● ASSIGNMENT
Search the records below for the string "canvas", and report each line that contains it.
━━━━
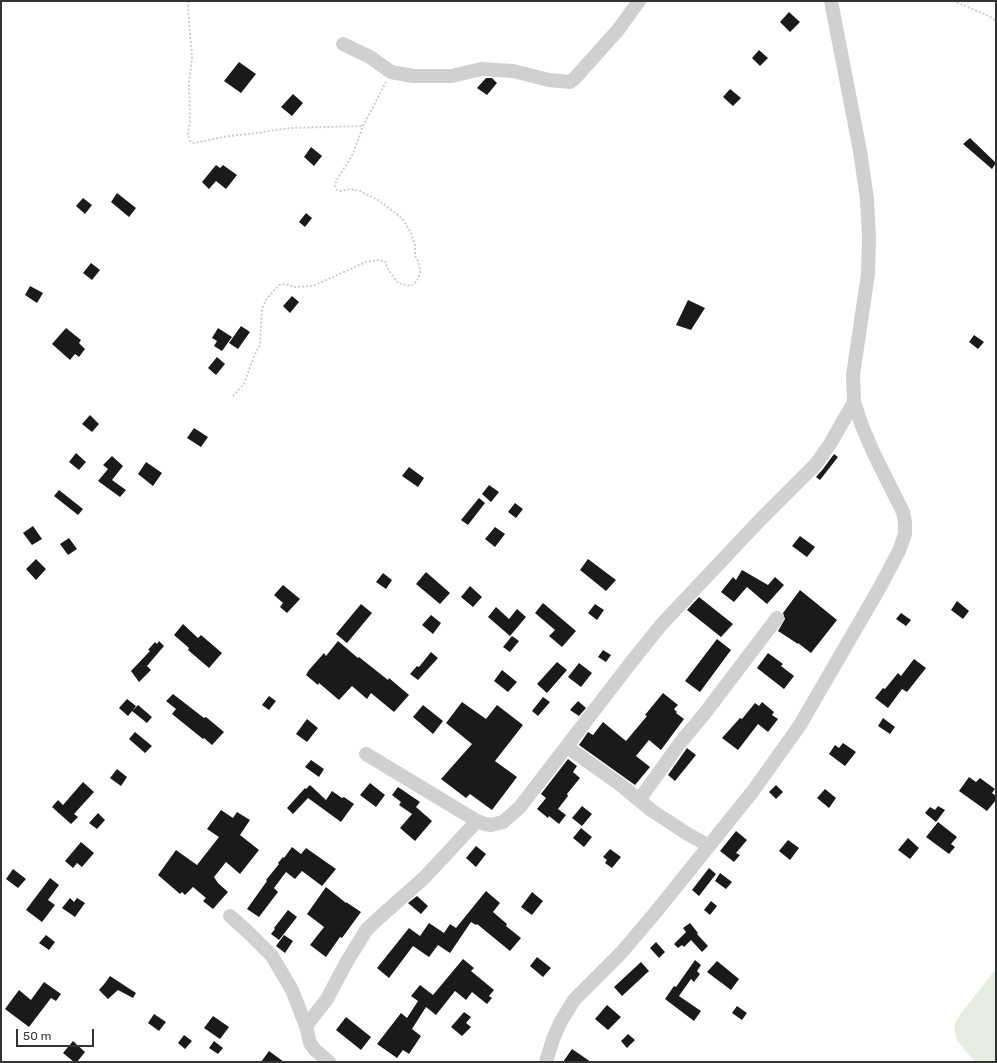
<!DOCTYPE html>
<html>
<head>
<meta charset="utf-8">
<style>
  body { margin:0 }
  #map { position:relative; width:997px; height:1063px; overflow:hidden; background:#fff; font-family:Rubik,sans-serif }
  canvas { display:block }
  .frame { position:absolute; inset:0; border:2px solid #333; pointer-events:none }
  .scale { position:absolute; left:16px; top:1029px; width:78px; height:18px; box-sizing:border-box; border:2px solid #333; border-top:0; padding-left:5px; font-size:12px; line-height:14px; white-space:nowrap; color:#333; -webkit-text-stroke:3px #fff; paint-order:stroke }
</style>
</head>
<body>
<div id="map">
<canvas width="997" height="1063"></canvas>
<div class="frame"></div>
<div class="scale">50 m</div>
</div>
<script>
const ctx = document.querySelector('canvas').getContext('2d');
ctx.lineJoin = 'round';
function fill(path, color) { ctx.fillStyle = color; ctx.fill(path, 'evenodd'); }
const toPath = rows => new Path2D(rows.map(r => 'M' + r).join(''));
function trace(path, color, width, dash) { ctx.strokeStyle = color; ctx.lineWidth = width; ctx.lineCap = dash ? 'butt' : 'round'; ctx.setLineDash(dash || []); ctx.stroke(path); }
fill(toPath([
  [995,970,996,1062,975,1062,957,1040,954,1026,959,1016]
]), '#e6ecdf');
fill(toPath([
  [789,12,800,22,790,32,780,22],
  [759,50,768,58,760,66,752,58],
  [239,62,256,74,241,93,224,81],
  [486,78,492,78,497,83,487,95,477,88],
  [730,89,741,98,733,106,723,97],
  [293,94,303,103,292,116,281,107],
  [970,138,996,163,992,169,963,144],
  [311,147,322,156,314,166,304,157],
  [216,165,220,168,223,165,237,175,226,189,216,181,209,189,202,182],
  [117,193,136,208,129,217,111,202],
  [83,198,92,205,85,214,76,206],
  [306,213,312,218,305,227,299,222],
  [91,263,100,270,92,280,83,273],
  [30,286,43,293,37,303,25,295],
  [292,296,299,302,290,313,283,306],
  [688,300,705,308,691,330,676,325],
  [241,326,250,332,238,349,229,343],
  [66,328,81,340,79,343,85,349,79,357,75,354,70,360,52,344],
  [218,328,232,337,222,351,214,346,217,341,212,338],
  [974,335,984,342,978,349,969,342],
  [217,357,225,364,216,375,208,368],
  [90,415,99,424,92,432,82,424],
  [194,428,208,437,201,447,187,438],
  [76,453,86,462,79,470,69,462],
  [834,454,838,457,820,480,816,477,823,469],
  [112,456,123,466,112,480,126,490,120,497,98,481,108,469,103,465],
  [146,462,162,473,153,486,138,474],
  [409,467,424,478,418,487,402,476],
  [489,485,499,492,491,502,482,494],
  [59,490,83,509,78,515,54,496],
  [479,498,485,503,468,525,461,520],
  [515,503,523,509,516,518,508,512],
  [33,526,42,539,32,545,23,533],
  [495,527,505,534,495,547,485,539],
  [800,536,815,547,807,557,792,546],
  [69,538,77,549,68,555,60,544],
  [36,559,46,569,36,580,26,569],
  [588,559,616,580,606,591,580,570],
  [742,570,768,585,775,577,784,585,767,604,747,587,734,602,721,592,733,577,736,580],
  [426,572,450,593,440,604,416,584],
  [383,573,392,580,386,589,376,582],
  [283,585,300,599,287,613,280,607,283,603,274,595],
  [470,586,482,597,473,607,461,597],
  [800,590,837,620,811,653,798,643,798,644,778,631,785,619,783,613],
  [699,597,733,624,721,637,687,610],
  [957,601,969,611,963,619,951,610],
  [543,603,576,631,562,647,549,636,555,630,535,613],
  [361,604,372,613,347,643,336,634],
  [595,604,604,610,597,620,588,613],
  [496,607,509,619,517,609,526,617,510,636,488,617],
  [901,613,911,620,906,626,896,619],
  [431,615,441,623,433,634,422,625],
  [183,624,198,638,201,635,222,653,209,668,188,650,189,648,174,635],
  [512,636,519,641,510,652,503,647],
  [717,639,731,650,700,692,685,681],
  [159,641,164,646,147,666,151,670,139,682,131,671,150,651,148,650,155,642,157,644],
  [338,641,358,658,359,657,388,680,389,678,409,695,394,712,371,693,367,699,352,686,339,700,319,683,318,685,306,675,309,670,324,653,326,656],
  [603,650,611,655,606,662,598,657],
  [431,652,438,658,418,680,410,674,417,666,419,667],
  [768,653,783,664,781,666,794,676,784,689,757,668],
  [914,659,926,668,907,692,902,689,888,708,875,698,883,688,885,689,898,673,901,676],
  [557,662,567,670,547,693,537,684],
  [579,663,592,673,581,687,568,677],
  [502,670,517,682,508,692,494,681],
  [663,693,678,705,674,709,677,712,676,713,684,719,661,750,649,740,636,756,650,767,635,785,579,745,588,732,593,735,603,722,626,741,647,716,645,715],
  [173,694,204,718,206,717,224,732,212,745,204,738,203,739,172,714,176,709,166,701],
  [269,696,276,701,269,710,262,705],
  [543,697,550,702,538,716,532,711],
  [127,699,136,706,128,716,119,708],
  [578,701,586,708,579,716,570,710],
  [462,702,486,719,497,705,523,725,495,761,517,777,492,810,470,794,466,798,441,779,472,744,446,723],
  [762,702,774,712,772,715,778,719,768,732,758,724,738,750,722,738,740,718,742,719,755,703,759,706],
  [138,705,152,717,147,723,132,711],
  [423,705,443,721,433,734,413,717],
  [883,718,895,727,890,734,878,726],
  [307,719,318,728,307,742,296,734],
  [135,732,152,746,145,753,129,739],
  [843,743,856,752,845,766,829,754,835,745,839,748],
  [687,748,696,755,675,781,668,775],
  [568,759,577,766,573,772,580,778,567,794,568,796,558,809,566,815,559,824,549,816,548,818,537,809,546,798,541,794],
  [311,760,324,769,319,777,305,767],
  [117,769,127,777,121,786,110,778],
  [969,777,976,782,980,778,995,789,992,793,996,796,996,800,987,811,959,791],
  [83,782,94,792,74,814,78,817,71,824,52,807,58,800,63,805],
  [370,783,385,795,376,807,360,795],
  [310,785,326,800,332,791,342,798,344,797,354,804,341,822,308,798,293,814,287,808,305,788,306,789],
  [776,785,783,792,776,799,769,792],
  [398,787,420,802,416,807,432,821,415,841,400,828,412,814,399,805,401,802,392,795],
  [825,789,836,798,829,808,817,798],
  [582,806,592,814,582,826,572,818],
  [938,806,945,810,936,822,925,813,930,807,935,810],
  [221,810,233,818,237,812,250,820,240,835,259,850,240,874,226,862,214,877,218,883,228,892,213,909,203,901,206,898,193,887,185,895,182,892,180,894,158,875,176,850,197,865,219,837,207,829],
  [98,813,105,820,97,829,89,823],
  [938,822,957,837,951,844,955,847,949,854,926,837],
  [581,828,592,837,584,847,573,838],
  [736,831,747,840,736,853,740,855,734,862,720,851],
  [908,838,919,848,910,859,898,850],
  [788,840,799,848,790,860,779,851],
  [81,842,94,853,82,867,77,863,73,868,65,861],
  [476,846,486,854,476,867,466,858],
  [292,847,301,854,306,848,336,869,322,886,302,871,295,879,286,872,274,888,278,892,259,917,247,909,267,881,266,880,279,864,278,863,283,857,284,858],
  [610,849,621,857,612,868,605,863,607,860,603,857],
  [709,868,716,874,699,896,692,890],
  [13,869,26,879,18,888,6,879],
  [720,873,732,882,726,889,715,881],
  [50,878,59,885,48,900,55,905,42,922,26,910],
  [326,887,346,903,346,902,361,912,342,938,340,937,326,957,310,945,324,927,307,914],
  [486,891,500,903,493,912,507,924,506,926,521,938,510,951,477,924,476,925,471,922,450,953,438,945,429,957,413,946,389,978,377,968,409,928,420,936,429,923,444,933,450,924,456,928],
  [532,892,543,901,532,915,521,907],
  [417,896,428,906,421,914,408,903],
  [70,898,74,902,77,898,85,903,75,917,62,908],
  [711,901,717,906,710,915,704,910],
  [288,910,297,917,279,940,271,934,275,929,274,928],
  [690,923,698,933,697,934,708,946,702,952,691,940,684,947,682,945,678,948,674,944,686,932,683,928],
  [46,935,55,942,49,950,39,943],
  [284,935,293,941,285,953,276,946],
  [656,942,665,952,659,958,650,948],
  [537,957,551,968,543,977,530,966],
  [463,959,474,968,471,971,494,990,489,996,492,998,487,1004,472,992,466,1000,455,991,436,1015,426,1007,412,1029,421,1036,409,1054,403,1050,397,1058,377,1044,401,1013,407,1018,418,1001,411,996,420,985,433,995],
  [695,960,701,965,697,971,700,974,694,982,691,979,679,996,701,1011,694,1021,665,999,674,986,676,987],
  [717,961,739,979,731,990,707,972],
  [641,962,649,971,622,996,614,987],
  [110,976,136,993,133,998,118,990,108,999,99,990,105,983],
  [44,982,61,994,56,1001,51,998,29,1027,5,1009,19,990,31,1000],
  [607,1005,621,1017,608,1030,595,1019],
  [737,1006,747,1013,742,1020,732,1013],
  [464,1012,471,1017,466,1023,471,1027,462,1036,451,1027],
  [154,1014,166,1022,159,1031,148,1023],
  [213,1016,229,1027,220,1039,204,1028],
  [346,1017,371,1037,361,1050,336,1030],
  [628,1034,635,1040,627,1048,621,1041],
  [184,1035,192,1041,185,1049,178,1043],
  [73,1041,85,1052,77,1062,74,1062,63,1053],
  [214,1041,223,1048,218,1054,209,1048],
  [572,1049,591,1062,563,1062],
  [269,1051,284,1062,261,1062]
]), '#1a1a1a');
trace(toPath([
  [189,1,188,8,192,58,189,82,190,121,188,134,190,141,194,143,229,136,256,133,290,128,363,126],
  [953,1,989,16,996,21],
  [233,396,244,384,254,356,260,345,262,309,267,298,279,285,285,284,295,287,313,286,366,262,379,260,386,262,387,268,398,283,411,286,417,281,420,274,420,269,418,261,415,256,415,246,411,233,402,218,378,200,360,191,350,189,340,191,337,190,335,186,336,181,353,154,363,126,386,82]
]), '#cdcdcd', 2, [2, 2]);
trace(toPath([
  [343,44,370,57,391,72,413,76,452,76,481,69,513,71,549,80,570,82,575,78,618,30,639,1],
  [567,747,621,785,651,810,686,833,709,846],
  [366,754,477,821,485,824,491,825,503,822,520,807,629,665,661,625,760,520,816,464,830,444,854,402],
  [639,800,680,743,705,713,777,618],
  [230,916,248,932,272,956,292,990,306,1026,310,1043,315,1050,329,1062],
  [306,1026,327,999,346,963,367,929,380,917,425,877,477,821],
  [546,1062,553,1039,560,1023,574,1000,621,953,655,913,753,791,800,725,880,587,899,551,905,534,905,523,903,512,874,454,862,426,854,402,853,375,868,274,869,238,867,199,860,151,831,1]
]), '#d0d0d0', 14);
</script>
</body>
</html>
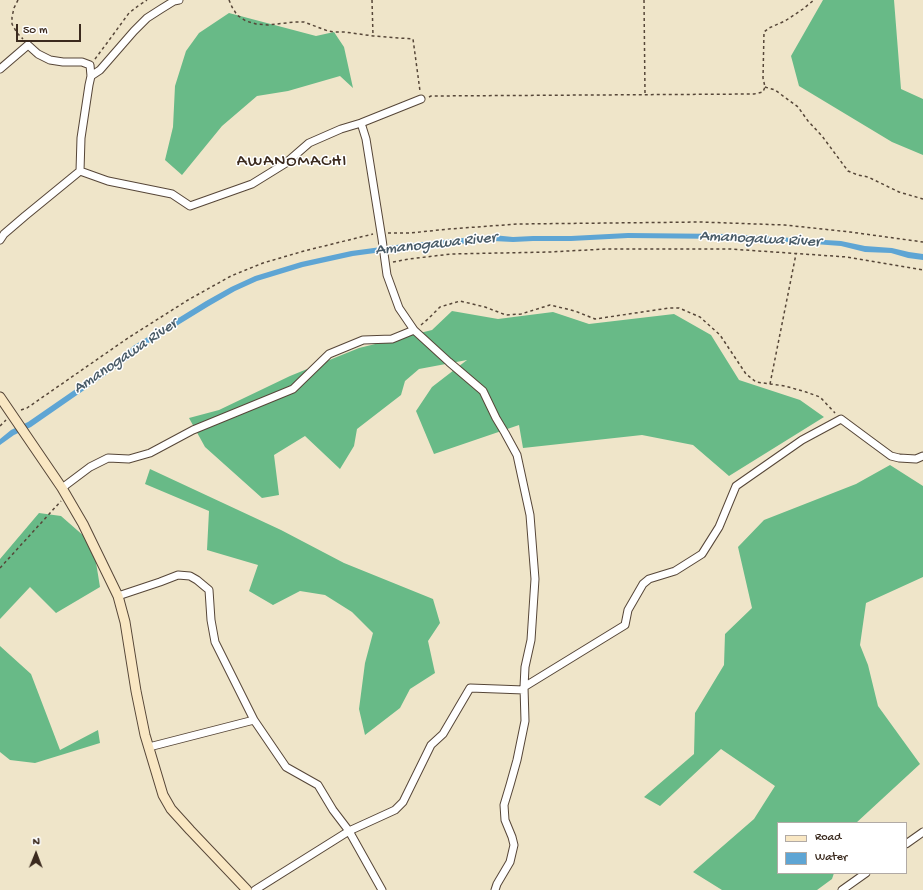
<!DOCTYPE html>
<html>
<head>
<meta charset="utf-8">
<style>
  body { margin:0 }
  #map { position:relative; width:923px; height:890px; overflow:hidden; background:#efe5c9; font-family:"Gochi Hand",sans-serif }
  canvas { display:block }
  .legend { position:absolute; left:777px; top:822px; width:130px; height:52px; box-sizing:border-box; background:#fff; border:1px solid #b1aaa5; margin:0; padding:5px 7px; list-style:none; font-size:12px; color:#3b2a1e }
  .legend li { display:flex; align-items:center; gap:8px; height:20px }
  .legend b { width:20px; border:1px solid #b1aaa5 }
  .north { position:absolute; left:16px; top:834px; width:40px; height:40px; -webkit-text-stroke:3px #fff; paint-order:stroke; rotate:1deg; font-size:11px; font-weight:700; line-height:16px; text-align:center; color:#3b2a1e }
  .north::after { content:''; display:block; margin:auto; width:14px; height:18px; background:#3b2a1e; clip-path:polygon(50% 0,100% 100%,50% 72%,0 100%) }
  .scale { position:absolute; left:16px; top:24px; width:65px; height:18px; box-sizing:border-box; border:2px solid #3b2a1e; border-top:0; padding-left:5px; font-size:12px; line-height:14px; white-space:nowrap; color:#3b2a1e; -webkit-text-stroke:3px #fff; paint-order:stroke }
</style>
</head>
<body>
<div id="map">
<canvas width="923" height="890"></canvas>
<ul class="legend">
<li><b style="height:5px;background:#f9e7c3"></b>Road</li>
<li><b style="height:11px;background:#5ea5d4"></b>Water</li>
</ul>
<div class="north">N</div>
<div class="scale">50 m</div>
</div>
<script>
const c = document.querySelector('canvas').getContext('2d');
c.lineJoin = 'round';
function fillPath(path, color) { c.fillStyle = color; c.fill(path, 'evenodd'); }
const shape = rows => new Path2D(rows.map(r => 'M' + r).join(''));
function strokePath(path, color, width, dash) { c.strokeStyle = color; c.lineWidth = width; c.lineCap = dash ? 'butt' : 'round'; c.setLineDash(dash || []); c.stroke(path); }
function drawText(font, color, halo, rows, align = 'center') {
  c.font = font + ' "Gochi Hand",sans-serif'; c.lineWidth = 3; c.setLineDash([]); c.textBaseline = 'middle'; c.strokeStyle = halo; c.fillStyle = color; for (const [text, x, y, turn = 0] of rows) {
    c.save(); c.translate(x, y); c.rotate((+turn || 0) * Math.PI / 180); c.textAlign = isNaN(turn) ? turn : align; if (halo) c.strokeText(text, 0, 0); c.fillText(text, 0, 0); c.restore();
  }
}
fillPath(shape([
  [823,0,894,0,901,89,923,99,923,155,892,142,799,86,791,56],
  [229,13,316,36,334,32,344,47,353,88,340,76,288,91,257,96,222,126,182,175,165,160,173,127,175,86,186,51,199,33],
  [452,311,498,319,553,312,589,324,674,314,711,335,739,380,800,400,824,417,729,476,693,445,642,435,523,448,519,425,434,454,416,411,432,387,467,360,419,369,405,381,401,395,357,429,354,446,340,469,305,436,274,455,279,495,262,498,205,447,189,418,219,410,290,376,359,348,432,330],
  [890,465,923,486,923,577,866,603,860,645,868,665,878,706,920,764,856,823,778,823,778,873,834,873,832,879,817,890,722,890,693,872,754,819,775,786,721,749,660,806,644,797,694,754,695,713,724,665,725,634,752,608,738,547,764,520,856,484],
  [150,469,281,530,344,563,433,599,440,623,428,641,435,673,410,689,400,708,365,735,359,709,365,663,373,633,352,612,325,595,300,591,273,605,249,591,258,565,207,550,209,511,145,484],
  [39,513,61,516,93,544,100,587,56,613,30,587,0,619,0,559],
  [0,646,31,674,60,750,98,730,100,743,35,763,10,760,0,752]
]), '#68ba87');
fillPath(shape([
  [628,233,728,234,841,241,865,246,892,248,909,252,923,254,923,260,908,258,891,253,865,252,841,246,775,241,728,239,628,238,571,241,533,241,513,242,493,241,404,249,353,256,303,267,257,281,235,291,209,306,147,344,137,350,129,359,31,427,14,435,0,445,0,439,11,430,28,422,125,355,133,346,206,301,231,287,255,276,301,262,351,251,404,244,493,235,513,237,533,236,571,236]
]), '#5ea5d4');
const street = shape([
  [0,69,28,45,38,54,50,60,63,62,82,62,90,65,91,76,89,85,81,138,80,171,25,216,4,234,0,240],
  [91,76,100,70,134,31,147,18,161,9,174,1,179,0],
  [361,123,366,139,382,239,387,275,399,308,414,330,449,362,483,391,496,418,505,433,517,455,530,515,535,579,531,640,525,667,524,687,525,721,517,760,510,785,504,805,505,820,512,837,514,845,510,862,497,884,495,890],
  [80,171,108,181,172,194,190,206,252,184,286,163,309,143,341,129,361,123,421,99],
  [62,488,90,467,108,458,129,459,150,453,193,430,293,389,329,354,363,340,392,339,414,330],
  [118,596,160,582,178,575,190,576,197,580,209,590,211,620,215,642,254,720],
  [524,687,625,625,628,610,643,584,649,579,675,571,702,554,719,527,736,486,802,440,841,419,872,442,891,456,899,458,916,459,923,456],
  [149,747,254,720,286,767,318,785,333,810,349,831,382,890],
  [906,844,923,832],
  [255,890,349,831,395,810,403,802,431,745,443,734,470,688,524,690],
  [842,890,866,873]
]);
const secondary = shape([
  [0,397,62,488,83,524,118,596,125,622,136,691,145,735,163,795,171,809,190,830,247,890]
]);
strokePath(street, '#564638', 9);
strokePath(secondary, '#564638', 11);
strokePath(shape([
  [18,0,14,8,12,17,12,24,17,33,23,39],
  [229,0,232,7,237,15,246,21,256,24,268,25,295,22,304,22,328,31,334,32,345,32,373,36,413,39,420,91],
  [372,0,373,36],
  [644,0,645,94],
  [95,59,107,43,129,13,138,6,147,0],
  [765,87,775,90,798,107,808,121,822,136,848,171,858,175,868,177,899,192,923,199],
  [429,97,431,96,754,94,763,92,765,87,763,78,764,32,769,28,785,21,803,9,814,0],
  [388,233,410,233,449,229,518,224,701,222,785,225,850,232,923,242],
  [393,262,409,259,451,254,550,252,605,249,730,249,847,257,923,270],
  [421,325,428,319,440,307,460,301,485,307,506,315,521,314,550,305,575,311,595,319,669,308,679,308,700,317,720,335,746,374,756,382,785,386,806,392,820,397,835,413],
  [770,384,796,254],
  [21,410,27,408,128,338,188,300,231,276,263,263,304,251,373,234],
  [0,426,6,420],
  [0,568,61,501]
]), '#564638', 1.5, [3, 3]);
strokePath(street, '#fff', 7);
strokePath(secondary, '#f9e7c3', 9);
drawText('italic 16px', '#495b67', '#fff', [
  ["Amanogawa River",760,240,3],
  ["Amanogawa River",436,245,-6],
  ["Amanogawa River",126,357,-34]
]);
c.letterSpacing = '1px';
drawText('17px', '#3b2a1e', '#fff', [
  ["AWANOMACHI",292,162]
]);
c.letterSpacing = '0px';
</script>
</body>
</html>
━━━━
● ANSWER BELOW
  canvas { display:block }
<canvas width="997" height="1063"></canvas>
const ctx = document.querySelector('canvas').getContext('2d');
  canvas { display:block }
<canvas width="923" height="890"></canvas>
const c = document.querySelector('canvas').getContext('2d');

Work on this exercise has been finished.